893.00/4–1146: Telegram

The Consul General at Mukden (Clubb) to the Secretary of State

21. Against background of report USSR is withdrawing forces from Manchuria before April 30, I offer on basis, far from completed, the following tentative estimates situation.

Opposition in Manchuria to Kmt regime apparently comprises, with some overlapping, four main groups, namely: Communist Eighth Route, Chang Hsueh-shih7 autonomists, New Fourth Army and group closest of all to USSR. It is true none of four was present in force at time Jap surrender but they are here now with 8 months’ growth behind them. Eighth Route represented here by Lin Piao and [Page 756] Peng Chen undoubtedly believe their continued existence depends on their skill in power politics rather than on bona fides Kmt but their base and strength being south of Wall and their education having been along nationalistic lines for past decade, there is good probability they would be relatively conciliatory re Manchuria. Chang’s autonomists, adhering loosely to Communism for convenience’ sake, have for their part elements of Manchurian forces who fought and lost to Japs 1931–32. Group supports seemingly lost cause of effecting return Chang Hsueh-liang and are important chiefly because of use to which they may be put by others. New Fourth on other hand, with different background from Eighth Route, reputedly has diverged from Yenan line and come closer to Soviets in Manchuria. Present Communist representative here on field teams, Yao Nei-shih, who has already shown much intransigency, is New Fourth man. That army, like Eighth (Route Army), has some arms from Japs and trustworthy British source Shanghai told me without my yet having been able confirm it locally that New Fourth forces have been augmented by turnover to them of General Amakasu of Kwantung army with 200,000 troops. USSR supported Communists in north and east Manchuria include such figures as Li Chu-lin (recently assassinated at Harbin) and “Huang”, Kirin provincial chairman who is alleged by Chinese officials to be, as was Li, a lieutenant colonel in Soviet Army.

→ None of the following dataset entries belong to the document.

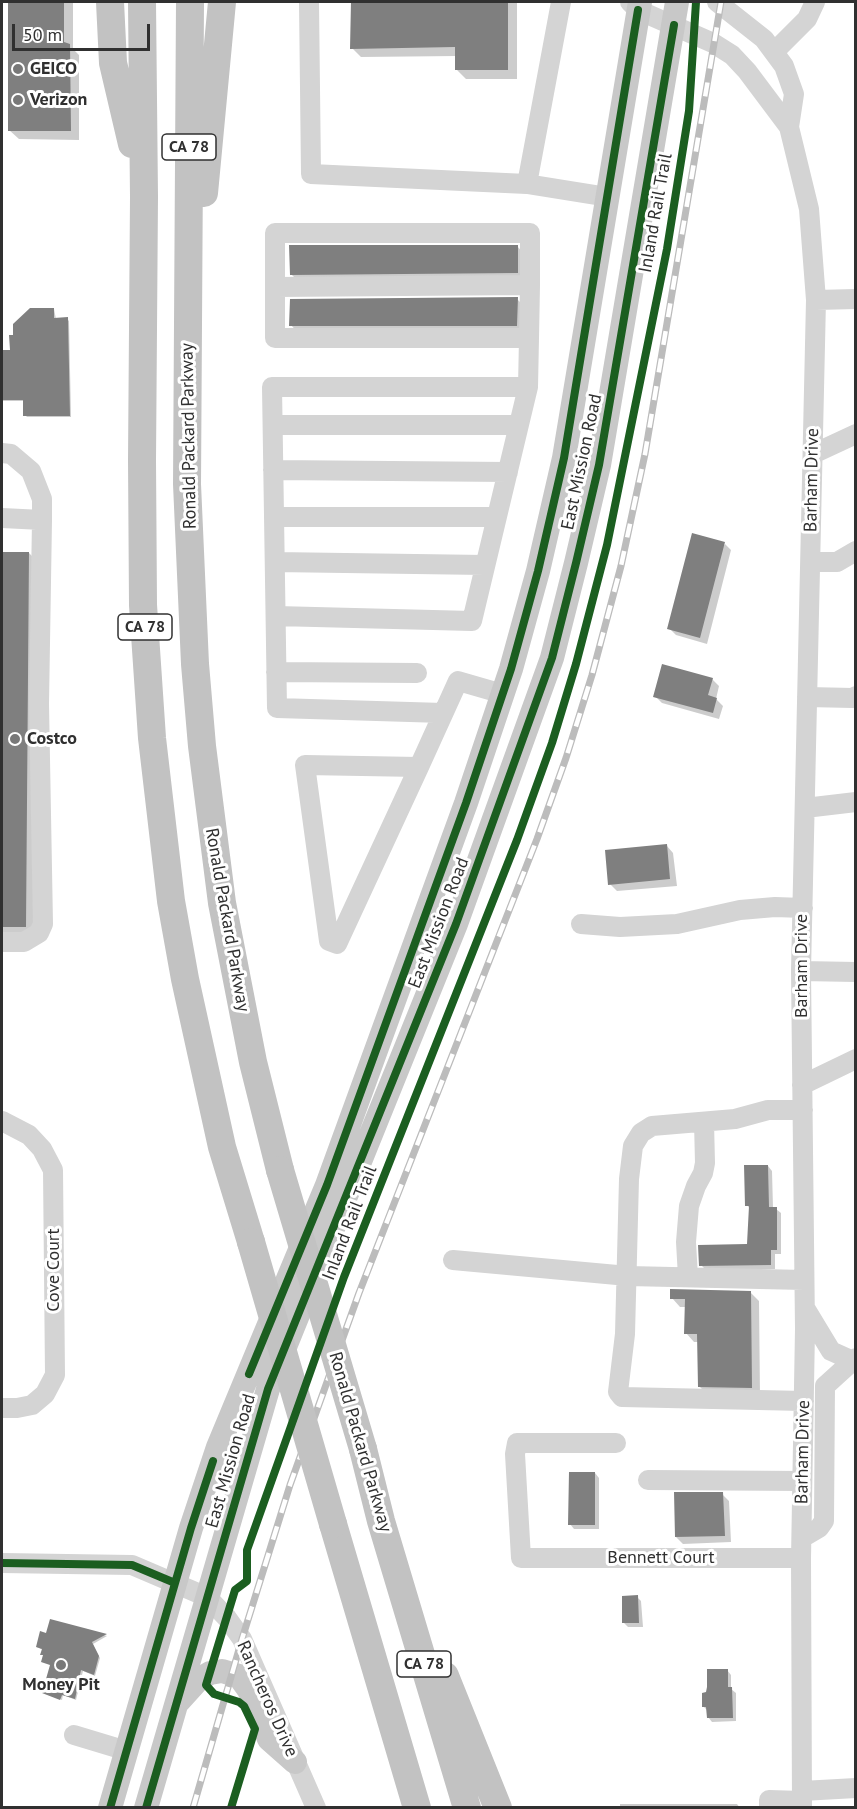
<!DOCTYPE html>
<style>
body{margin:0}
#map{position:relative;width:857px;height:1809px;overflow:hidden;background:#fff;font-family:"PT Sans",sans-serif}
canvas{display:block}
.frame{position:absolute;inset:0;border:3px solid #303030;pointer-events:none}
.scale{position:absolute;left:12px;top:24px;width:138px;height:27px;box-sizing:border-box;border:3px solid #303030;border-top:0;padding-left:8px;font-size:18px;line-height:21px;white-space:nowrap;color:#303030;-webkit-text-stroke:4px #fff;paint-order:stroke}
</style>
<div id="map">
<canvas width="857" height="1809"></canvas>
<div class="frame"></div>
<div class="scale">50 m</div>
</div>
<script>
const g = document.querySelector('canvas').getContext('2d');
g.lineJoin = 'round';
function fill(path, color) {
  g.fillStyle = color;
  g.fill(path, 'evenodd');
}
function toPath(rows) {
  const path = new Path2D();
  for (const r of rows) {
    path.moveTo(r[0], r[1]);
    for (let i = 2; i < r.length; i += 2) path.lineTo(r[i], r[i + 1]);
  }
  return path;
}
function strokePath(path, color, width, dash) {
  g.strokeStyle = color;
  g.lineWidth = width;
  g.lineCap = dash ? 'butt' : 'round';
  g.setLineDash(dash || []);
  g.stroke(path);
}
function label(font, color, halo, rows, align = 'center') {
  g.font = font + ' "PT Sans",sans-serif';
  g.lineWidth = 6;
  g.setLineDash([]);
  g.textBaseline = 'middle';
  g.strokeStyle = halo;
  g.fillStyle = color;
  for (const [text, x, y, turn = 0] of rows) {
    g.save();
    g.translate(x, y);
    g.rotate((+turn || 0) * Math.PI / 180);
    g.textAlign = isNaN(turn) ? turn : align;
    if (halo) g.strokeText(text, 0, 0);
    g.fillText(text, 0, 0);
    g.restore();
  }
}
fill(toPath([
 [9,2,73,2,73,49,79,55,79,140,19,139,9,130],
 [353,2,517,2,517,79,466,79,457,70,457,56,361,57,352,48],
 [517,246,526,256,526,282,300,283,291,274],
 [517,299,526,308,526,335,300,335,291,325],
 [54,309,56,319,67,319,69,321,71,417,27,417,25,415,25,401,2,401,2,352,11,352,15,336],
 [725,544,731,550,707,644,676,635,669,628],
 [29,553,38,562,35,935,2,935,2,554],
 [712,679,719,686,716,699,723,706,719,719,662,703,655,696],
 [667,846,673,853,677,886,617,891,610,884],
 [768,1166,772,1171,773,1208,776,1209,781,1213,781,1254,775,1254,775,1269,705,1269,701,1265,749,1246,750,1209,747,1205],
 [750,1292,759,1301,760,1396,708,1395,699,1386,699,1342,694,1342,686,1333,686,1307,680,1307,672,1298],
 [595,1473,599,1478,599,1529,574,1529,570,1524],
 [722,1494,729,1501,731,1542,683,1544,676,1537],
 [637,1597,641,1601,643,1627,628,1627,624,1623],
 [51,1621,107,1636,93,1644,100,1658,95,1676,83,1671,76,1700,63,1695,62,1700,46,1694,52,1665,42,1654,43,1650,37,1647,47,1635],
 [727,1670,731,1675,731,1689,736,1693,736,1721,712,1722,708,1717,708,1711,703,1706,707,1694],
 [620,1804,737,1804,740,1808,620,1808]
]), '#0003');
fill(toPath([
 [8,2,64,2,64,42,70,44,71,131,8,131],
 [351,2,508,2,508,70,455,70,455,47,350,49],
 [289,245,518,245,518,273,290,275],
 [518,297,517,326,289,326,290,299],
 [30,308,54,308,54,318,68,317,70,416,23,416,23,400,2,400,2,350,10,350,9,335,13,335,13,324],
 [692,533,725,542,700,638,667,629],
 [2,552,29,552,26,927,2,927],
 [662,664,713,678,708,695,717,698,713,713,653,697],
 [667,844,670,879,608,885,605,850],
 [744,1165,768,1165,769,1207,777,1207,777,1250,771,1250,771,1265,699,1266,698,1245,747,1244,749,1206,745,1206],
 [670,1289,751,1291,752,1388,698,1387,697,1334,684,1334,685,1299,670,1299],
 [569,1472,595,1472,595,1525,568,1525],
 [674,1492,723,1492,725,1536,675,1537],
 [638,1595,639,1623,622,1623,622,1596],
 [50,1619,107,1634,92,1642,99,1656,94,1675,81,1670,75,1699,62,1695,60,1700,42,1693,50,1665,41,1662,43,1655,40,1655,42,1649,36,1647,40,1631,46,1633],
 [707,1669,728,1669,728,1687,732,1687,733,1718,707,1718,706,1707,702,1707,702,1693,706,1692,707,1687]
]), '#7f7f7f');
strokePath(toPath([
 [309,2,311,174,527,184,561,2],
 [630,2,638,10,713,43,732,55,747,71,789,127],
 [717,2,764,39,784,66,794,94,789,127,809,209,816,300,801,971,805,1329,801,1558,802,1808],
 [774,52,807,19,815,2],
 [527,184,608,197],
 [275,287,530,285],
 [816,300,856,299],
 [273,425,519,425],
 [2,453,11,454,31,471,42,499,42,520,2,518],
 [813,454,856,434],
 [273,470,508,472],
 [274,517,497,517],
 [275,562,485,565],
 [811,562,837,562,856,551],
 [276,616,472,621,528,387,529,338,530,285,530,233,275,233,275,338,529,338],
 [276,672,417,673],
 [807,697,853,698,856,696],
 [443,713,277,708,272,387,528,387],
 [419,767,305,765,329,941,337,944,419,767,458,681,503,694],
 [805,808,856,802],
 [581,924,620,927,677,924,740,910,775,907,803,908],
 [2,942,24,942,39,933,43,924,39,704,42,520],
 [801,971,856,972],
 [802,1085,856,1059],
 [803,1110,768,1110,735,1119,652,1126,641,1133,633,1146,629,1179,625,1334,618,1392,622,1397,804,1401],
 [2,1121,29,1135,42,1149,53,1170,55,1375,45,1394,32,1405,17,1408,2,1408],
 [453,1260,628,1276,804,1280],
 [688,1277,686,1242,689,1206,696,1186,703,1173,705,1163,704,1122],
 [805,1308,831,1351,851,1360],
 [616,1443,517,1443,515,1454,521,1558,801,1558],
 [648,1480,802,1481],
 [802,1538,819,1528,824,1521,825,1386,856,1358],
 [2,1563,132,1565,207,1597,227,1618,242,1639,316,1808],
 [74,1735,127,1751],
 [802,1791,856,1788],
 [769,1808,769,1800,802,1801]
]), '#d4d4d4', 20);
strokePath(toPath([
 [179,1701,198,1680,210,1673,222,1671,239,1676,249,1690,269,1739,295,1762],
 [110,1808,191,1528,218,1447,327,1185,466,803,511,669,538,571,564,458,640,2],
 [146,1808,268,1389,456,924,552,658,576,563,599,465,677,2]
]), '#c8c8c8', 24);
strokePath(toPath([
 [110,2,113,63,132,144],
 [142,2,144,197,142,460,143,605,152,738,171,901,185,979,222,1147,251,1242],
 [190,2,187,484,195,664,202,746,222,903,253,1062,280,1170],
 [204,193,222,2],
 [363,1449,381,1521,467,1808],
 [333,1524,417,1808],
 [445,1676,498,1808]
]), '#c2c2c2', 28);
const rail = toPath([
 [193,1808,242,1639,290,1485,359,1293,537,839,566,758,592,675,621,566,645,454,721,2]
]);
strokePath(rail, '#bcbcbc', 7);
strokePath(rail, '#fff', 4.5, [14]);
strokePath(toPath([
 [280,1170,363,1449],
 [251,1242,333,1524]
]), '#c2c2c2', 28);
strokePath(toPath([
 [249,1374,327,1185,466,803,511,669,538,571,564,458,638,10],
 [2,1563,132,1565,175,1583],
 [110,1808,191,1528,213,1461],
 [146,1808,268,1389,456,924,552,658,576,563,599,465,674,25],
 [231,1808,255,1729,244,1706,239,1702,214,1694,206,1685,235,1590,247,1581,247,1550,344,1277,517,840,552,743,576,664,607,545,667,249,689,111,696,2]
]), '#1b5e20', 8);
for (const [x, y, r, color] of [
 [18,69,6,"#787878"],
 [18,100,6,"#787878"],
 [15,739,6,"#787878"],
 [61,1665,6,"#787878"]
]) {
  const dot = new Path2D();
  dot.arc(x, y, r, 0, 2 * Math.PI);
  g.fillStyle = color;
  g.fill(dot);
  strokePath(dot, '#fff', 2);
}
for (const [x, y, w] of [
 [189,147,54],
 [145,627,54],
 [424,1664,54]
]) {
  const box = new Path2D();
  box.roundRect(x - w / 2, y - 13, w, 26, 4.5);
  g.fillStyle = '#fff';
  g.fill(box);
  strokePath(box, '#303030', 1.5);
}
label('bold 16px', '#303030', null, [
 ["CA 78",189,147],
 ["CA 78",145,627],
 ["CA 78",424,1664]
]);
label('bold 18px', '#303030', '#fff', [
 ["GEICO",30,69],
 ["Verizon",30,100],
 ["Costco",27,739],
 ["Money Pit",61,1685,"center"]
], 'left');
label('18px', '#303030', '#fff', [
 ["Inland Rail Trail",656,213,-80],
 ["Ronald Packard Parkway",189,436,-91],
 ["East Mission Road",582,462,-78],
 ["Barham Drive",812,480,-89],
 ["Ronald Packard Parkway",227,920,80],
 ["East Mission Road",439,923,-69],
 ["Barham Drive",802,966,-90],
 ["Inland Rail Trail",350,1223,-69],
 ["Cove Court",54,1270,-90],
 ["Ronald Packard Parkway",360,1442,74],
 ["Barham Drive",803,1452,-89],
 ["East Mission Road",231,1461,-74],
 ["Bennett Court",661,1558],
 ["Rancheros Drive",267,1699,66]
]);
</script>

Generalissimo Chiang’s recent speech demonstrated that, 1, there is no Kmt–CCP agreement re Manchuria and, 2, Kmt has been lulled into false feeling strength at results American aid to date. Removal Soviet troops will be major shift in balance [of] forces. When final reconciliation Kmt and CCP is yet to be effected, and dispute over procedure in Manchuria is yet to be resolved, Soviet action brings matters [to] open issue. That action accords to Chinese desire and (latest) schedule but even as Sov[iet] withdrawals in Sinkiang [in] 1943 [in face?] of Kmt Govt, with situation too unwieldy to handle, the projected move here will confront Kmt authority with difficult problems, primary is that of logistics; without transport and moving on foot Govt. forces in 3 weeks have covered 100 miles from Mukden northwards to where they are stuck near Szupingkai. Even if Govt. forces were truly fighting only bandits, they would be facing difficulties. In fact there is probably more opposition strength in countryside than Govt. armies, limited probings have thus far uncovered. Not secondary in importance is political problem: Chiang states one local Kmt official tells him that matter is simply one of regaining sovereignty and not one of recognition of “illegal organizations”. On basis outlined by Chiang, Communists have little choice but to fight [Page 757] if they desire influence in Manchuria. Open conduct would probably show hitherto unsuspected Com[munist] strength in Manchuria.

Please repeat Chungking, Peiping, Moscow.

Dept. will of course note that Com victory or forced compromise in Manchuria would more or less vitiate Chinese charges of Sov looting and change nature negotiations for joint Sino-Sov operation economic undertakings Manchuria.

Clubb
  1. Younger brother of Marshal Chang Hsueh-liang, who controlled Manchuria prior to the Japanese occupation of 1931.